Herbal & Medicinal Mushrooms by Rosalee de la Floret: “People have used mushrooms medicinally and as food for thousands of years. The oldest written reference to people using mushrooms medicinally is from an Ayurvedic source from 5000 BP. The Chinese have one of the most sophisticated uses of herbal and medicinal mushrooms and have a written history of using them that dates back several thousand years as well. Many medicinal mushrooms like cordyceps and reishi were so highly prized (and so very rare) that only the emperor was allowed to consume them. Now these mushrooms are cultivated and are often times affordable. The Greeks and Romans ate mushrooms frequently. The Greeks said mushrooms were the “food of the gods.”
I am going to list the most common & easily found mushrooms that are shown to have medicinal properties for cancer patients. These you can obtain at your grocery or natural foods store either fresh, dried or as an extract, both liquid & in capsules. Most mushroom studies are done by first extracting the active ingredient and placing it into a liquid base. These extracts are far more concentrated than the whole mushroom itself.
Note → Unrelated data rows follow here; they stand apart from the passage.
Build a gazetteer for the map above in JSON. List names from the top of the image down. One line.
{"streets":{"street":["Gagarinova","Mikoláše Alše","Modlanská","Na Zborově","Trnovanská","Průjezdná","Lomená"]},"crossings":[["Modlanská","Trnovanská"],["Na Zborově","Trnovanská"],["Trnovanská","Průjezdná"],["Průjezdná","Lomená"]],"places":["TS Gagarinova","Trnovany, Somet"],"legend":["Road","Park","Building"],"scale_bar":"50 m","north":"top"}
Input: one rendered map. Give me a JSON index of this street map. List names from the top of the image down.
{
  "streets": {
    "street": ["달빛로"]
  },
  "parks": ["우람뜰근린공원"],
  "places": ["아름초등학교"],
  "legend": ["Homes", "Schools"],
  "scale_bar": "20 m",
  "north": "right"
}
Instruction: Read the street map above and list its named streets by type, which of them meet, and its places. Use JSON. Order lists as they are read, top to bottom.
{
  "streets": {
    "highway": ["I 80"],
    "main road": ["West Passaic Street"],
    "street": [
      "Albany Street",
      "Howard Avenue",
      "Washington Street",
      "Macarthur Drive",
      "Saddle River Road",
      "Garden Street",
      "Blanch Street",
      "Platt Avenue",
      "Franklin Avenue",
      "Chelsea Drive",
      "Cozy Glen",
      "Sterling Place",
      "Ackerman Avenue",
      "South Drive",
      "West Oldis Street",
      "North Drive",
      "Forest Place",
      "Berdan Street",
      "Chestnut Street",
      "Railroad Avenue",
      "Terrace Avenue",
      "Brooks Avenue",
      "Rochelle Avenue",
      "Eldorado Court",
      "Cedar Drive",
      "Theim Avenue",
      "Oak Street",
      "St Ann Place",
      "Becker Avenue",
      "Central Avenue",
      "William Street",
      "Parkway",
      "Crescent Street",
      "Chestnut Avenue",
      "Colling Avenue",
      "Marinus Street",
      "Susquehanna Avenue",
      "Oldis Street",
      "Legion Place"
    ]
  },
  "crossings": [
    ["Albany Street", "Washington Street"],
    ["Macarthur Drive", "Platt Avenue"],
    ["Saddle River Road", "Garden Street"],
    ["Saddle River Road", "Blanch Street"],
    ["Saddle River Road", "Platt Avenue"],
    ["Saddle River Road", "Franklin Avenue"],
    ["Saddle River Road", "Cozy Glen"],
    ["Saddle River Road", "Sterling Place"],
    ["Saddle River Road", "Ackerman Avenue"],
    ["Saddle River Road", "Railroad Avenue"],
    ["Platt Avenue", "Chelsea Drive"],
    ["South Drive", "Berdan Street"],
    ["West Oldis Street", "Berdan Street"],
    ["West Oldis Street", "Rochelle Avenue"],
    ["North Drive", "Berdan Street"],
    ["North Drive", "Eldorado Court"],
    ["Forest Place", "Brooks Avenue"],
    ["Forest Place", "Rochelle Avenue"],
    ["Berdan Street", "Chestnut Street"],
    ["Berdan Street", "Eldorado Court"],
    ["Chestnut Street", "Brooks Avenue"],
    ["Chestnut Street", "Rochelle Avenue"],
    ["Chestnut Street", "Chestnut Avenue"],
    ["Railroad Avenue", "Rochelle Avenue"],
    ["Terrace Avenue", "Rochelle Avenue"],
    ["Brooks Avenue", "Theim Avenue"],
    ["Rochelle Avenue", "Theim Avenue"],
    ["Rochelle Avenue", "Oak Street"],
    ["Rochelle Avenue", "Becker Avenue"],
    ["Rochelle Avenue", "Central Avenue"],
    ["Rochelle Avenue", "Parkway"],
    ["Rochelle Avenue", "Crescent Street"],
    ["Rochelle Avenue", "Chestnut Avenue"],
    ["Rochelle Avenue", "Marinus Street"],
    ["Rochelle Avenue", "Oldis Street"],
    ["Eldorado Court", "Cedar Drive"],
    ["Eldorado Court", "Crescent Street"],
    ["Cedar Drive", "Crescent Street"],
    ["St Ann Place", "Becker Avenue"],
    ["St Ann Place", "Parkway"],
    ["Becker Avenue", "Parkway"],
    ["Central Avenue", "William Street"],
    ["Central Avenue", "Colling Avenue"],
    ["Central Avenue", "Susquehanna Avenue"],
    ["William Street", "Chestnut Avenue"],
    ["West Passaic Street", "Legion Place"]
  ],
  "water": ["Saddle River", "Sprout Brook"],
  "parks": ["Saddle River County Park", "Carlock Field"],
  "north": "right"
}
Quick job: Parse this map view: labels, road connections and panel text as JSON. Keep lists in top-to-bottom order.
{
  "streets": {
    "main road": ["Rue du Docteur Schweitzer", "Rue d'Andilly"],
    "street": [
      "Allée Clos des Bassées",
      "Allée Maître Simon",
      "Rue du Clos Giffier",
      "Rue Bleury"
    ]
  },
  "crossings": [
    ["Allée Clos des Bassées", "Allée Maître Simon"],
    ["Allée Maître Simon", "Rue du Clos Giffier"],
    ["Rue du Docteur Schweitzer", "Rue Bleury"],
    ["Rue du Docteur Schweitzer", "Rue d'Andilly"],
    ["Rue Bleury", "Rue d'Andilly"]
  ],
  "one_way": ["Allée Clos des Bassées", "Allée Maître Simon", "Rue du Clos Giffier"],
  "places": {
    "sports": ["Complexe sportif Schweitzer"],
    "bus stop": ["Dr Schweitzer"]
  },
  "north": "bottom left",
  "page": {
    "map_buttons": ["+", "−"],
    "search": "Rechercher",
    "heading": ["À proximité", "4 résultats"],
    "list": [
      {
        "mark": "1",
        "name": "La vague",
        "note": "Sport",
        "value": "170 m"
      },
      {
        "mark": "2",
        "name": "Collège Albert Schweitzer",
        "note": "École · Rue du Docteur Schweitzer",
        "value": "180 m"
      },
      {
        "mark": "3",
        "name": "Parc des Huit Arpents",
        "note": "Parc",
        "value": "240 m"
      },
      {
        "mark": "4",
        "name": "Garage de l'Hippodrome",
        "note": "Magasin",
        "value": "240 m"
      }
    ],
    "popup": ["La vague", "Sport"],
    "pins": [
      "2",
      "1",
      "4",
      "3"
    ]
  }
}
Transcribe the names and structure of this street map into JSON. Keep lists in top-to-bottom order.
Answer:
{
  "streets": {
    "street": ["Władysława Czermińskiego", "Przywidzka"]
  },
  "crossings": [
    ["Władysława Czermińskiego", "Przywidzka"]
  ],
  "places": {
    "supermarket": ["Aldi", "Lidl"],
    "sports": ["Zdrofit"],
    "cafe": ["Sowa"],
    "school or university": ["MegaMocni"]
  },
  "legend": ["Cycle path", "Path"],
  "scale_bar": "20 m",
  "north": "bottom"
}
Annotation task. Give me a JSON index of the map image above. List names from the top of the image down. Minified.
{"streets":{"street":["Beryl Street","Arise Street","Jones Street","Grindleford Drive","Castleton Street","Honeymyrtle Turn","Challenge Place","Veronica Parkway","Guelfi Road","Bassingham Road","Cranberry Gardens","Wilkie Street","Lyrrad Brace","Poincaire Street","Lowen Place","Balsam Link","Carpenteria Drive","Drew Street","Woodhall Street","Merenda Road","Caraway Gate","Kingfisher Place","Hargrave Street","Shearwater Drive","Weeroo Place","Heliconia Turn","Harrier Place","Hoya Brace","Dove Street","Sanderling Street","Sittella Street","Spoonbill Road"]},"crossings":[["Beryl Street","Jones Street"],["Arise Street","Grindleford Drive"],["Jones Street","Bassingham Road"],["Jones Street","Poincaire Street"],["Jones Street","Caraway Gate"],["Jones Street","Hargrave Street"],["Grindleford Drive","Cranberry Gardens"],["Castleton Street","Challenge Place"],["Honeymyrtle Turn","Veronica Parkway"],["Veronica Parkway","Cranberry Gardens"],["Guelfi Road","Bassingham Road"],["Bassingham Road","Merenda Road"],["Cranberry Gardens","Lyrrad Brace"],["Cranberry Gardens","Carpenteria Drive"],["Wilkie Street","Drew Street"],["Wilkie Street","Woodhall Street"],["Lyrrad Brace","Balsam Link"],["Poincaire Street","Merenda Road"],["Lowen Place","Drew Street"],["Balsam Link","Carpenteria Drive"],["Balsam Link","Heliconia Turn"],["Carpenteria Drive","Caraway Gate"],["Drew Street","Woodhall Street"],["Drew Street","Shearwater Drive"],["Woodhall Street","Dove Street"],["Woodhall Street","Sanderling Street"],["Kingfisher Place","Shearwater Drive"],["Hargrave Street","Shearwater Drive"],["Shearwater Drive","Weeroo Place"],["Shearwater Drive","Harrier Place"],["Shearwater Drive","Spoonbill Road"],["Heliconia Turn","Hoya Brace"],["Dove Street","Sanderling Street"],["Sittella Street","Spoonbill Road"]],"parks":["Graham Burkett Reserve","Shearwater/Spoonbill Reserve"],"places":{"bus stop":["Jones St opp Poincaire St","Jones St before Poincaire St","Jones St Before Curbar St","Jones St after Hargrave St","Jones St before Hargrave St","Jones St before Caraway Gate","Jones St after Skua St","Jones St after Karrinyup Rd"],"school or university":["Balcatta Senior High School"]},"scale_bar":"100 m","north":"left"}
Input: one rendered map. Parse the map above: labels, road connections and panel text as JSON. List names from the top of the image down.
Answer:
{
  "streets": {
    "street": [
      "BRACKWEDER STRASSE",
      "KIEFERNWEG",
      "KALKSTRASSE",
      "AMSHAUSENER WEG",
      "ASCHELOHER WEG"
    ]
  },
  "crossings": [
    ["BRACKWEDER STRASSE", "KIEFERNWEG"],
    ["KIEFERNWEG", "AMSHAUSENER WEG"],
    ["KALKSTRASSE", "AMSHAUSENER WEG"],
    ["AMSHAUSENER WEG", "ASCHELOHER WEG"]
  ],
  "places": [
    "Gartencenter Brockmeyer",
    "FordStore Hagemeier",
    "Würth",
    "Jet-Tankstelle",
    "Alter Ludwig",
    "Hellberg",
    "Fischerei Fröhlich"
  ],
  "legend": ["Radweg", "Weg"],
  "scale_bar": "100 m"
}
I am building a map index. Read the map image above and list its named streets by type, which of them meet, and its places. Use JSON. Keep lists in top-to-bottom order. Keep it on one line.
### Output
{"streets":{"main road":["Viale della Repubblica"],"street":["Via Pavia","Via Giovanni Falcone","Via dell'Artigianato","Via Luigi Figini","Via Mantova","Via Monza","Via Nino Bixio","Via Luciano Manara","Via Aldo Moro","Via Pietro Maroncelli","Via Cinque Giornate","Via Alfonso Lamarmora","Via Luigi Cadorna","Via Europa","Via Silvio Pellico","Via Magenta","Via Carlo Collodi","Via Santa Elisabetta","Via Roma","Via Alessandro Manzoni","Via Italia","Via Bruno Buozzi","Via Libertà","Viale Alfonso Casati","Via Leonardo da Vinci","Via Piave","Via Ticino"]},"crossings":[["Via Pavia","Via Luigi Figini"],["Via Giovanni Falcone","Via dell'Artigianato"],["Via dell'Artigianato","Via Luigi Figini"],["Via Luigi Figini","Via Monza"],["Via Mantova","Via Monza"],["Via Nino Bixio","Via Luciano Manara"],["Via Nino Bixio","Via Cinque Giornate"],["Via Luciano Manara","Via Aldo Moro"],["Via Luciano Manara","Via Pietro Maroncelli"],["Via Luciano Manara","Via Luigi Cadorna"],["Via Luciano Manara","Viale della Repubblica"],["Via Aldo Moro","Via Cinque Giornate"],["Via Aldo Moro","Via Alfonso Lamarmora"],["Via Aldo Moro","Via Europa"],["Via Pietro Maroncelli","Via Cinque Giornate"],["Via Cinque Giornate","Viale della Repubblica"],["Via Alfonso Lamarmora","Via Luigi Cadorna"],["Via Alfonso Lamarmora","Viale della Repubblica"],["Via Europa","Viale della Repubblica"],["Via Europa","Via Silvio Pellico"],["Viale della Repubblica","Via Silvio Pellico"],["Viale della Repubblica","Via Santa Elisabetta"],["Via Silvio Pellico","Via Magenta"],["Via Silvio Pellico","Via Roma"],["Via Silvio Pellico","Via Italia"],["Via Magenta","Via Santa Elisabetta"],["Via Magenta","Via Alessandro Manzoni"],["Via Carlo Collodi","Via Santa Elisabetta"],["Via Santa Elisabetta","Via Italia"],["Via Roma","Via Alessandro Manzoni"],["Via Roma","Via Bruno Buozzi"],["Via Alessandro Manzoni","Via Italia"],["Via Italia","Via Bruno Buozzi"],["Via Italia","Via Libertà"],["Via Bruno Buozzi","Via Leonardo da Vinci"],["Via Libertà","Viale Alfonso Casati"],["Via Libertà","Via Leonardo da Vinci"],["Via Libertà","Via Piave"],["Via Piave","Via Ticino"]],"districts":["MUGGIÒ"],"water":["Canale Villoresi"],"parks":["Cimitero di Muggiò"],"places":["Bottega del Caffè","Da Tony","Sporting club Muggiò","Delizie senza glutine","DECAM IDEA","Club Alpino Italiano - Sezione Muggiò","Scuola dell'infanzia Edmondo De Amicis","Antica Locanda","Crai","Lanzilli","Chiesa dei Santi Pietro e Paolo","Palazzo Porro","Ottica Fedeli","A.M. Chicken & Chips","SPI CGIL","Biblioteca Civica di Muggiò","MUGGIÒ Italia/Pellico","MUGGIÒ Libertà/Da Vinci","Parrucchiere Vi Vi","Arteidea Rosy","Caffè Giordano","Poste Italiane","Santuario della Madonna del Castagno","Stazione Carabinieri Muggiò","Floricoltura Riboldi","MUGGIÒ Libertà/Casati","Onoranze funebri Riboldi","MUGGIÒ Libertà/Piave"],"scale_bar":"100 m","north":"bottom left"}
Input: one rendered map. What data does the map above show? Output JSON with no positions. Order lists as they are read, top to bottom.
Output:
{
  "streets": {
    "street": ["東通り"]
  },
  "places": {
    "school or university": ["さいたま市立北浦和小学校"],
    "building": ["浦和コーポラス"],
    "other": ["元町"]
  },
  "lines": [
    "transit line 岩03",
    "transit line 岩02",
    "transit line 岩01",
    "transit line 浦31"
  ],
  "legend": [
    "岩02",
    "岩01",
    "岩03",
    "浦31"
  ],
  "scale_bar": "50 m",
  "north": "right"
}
- Reishi (Ganoderma lucidum): This is the most researched of all mushrooms. It has been used for over 2000 years in a health & longevity tonic in China, Japan & other Asian countries. It is also used as an extract or tincture. These are just a few healing properties that are attributed to the Reishi mushroom: immune enhancer, anti-tumor, anti-viral, cholesterol lowering & anti-fatiguing. This mushroom is taken in a tea or liquid extract only.
Dr. Weil has written: “Reishi mushrooms (Ganoderma lucidum) are too bitter to eat as food but are widely available in tea bags, capsules and liquid extracts. Animal studies have shown that reishi improves immune function and inhibits the growth of some malignant tumors; it is also a natural anti-inflammatory agent.”
- Shitaki (lentinula edodes): These mushrooms, fresh & dried, are used in cooking. Eating them as a food in your diet will still give you the benefits of: immune enhancing, anti-tumor & anti-cancer properties.
An article in the Huffington Post: Six Cancer-Fighting Medicinal Mushrooms states: “This is a tender and tasty mushroom found in many Asian cuisines. It is considered both a delicacy and a medicinal mushroom. Shitake contains a glucan called AHCC (Active Hexose Correlated Compound) and is widely used in alternative and complementary treatment of cancer in Japan due to its immune-enhancing functions. Lentinan, a compound found in Shitake, is used as an intravenous anti-cancer drug with antitumor properties. Clinical studies have associated lentinan with a higher survival rate, higher quality of life and lower recurrence of cancer.”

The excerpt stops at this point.